Some of Cohen’s best songs about death, though, are more oblique, or wrapped up in layers of metaphor to the extent that sussing out themes of mortality requires some guesswork. In other words, they aren’t all clearly deathbed confessions, a la 1984’s “The Captain.” Here, then, are eight of Leonard Cohen’s most elegant songs that are probably about death.
“You Want It Darker”
Cohen has spent much of his past three albums questioning God, almost as if he’s racing the clock to fully reconcile his deep-seated spirituality with all the senseless suffering in the world. The title track from his latest is a particularly pointed critique that draws on scripture and religious iconography. Cohen sounds disapproving when he intones the title phrase at the end of each verse. And in the refrain when he rumbles, “I’m ready, my Lord,” it’s part challenge, part reproach to a divine being who could allow, if not inflict, so much death and misery while skipping over one who is more willing to go instead.
Key lyrics:“Magnified, sanctified, be thy holy name / Vilified, crucified, in the human frame / A million candles burning for the help that never came / You want it darker”
“Going Home”
This time, on the opener to 2012’s Old Ideas, it’s God talking about Cohen. The lyrics are wry and affectionate—the singer is “a lazy bastard, living in a suit”—but also firm. The eternal beckons, but not until the singer completes the tasks that the Lord has laid out for him: “He only has permission / To do my instant bidding which is to / Say what I have told him to repeat.”
Key lyrics:“Going home without my sorrow / Going home sometime tomorrow / Going home to where it's better / Than before/ Going home without my burden / Going home behind the curtain / Going home without the costume / That I wore”
“Night Comes On”
Like most of Cohen’s songs, this one from 1984’s Various Positions is about a number of big topics: fear, innocence, fragile hope, love lost and found and lost again. There’s also an undercurrent of mortality, as Cohen’s narrator visits his mother’s grave seeking counsel, recounts his father’s parting advice following a fatal wound, and muses on the often fleeting nature of physical intimacy. In other words, Cohen basically sums up the entire human experience in a song that isn’t quite five minutes long. This guy.
Key lyrics:“I went down to the place / Where I knew she lay waiting / Under the marble and the snow/ I said, ‘Mother I’m frightened/ The thunder and the lightning/ I'll never come through this alone”
“Hunter’s Lullaby”
A deep cut from Various Positions, “Hunter’s Lullaby” is actually a little terrifying: a father goes charging off into the forest in futile pursuit of “the beast he’ll never bind,” leaving his wife and child to fend for themselves. Cohen might as well have taken inspiration from one of the more dire stories in Grimm’s Fairy Tales. While the song could be a metaphor for a man willing to skip out on the people who most depend on him, Cohen hints at a finality from which there will be no coming back.

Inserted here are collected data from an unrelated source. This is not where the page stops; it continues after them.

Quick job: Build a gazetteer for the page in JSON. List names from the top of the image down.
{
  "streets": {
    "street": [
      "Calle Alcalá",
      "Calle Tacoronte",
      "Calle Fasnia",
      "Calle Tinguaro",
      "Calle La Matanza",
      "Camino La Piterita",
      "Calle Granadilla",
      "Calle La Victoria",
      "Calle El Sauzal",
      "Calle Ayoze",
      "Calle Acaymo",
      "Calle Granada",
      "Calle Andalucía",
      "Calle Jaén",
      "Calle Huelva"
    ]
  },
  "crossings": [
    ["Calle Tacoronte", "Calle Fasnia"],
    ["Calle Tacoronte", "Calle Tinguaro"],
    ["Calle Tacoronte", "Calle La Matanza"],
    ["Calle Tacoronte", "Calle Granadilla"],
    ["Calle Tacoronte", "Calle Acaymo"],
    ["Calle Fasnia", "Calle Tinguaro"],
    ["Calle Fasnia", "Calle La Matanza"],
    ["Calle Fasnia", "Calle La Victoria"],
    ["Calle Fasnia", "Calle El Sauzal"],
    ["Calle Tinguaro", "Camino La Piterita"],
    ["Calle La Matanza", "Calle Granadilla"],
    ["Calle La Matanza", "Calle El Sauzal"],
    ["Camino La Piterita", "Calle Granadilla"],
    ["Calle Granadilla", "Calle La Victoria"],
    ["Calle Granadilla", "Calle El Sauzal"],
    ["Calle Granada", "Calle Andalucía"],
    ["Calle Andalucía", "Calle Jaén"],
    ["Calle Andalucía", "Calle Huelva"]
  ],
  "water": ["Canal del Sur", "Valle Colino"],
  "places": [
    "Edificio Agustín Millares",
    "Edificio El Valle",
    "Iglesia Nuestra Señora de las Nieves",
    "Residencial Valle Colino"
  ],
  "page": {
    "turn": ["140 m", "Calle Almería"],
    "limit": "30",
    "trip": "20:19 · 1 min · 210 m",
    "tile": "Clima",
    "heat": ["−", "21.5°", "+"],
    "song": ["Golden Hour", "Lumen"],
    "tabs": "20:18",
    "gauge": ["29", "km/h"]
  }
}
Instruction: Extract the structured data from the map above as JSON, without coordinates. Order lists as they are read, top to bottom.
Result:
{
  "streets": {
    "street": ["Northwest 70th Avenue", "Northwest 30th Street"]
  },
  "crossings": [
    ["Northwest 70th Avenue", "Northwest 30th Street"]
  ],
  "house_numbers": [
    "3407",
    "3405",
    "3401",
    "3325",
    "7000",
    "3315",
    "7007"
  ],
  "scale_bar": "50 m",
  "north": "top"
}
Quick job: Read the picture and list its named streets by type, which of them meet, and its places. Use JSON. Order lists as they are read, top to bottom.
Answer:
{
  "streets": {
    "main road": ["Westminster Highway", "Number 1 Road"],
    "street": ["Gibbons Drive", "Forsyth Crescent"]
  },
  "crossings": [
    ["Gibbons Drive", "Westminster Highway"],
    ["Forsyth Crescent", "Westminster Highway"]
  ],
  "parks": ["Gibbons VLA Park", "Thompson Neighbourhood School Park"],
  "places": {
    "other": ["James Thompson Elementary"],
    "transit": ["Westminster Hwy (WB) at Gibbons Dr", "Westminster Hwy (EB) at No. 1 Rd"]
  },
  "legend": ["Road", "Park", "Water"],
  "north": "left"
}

Key lyrics:“Your father's gone a-hunting / And he's lost his lucky charm / And he's lost the guardian heart / That keeps the hunter from the harm”
“Chelsea Hotel No. 2”
This favorite off 1974’s New Skin for the Old Ceremony is mostly about a brief fling Cohen had with Janis Joplin at New York’s most famous boheme boarding house, for which the song was named. But some of the lyrics suggest that Cohen wrote the song after Joplin’s death in 1970, and that perhaps her passing affected him more than he would have liked to admit. (Cohen has since expressed regret for making it clear whom he was singing about, calling it “an indiscretion for which I’m very sorry” in a 1994 interview with the BBC.)
Key lyrics:“I don't mean to suggest / That I loved you the best / I can't keep track of each fallen robin / I remember you well in the Chelsea Hotel / That's all, I don't think of you that often”
“Stranger Song”
This tune off his debut is, in some ways, a bookend to “You Want It Darker.” They share a few lyrical reference points, as well as a general sense of foreboding. With imagery involving card games, trains, and shelter, Cohen’s stranger here is like a character from the Old West, the inscrutable figure who shows up in town ahead of some looming cataclysm. Often in literature and poetry, the stranger turns out to be death, the Biblical rider on the pale horse, which is entirely possible here, too.
Key lyrics:“You tell him to come in sit down / But something makes you turn around / The door is open you can't close your shelter / You try the handle of the road / It opens do not be afraid/ It's you my love, you who are the stranger”
“Everybody Knows”
Jaunty synth-strings and a pulsing bassline give this song, off Cohen’s 1988 synthpop album I’m Your Man, a deceptively upbeat feel that’s at odds with his bemused but ultimately pessimistic lyrics. He reels off a list of the things that everybody knows: the dice are loaded, the ship is sinking, lovers cheat, the end is coming—we’re all screwed, basically, and then we die. So, how’s your day going?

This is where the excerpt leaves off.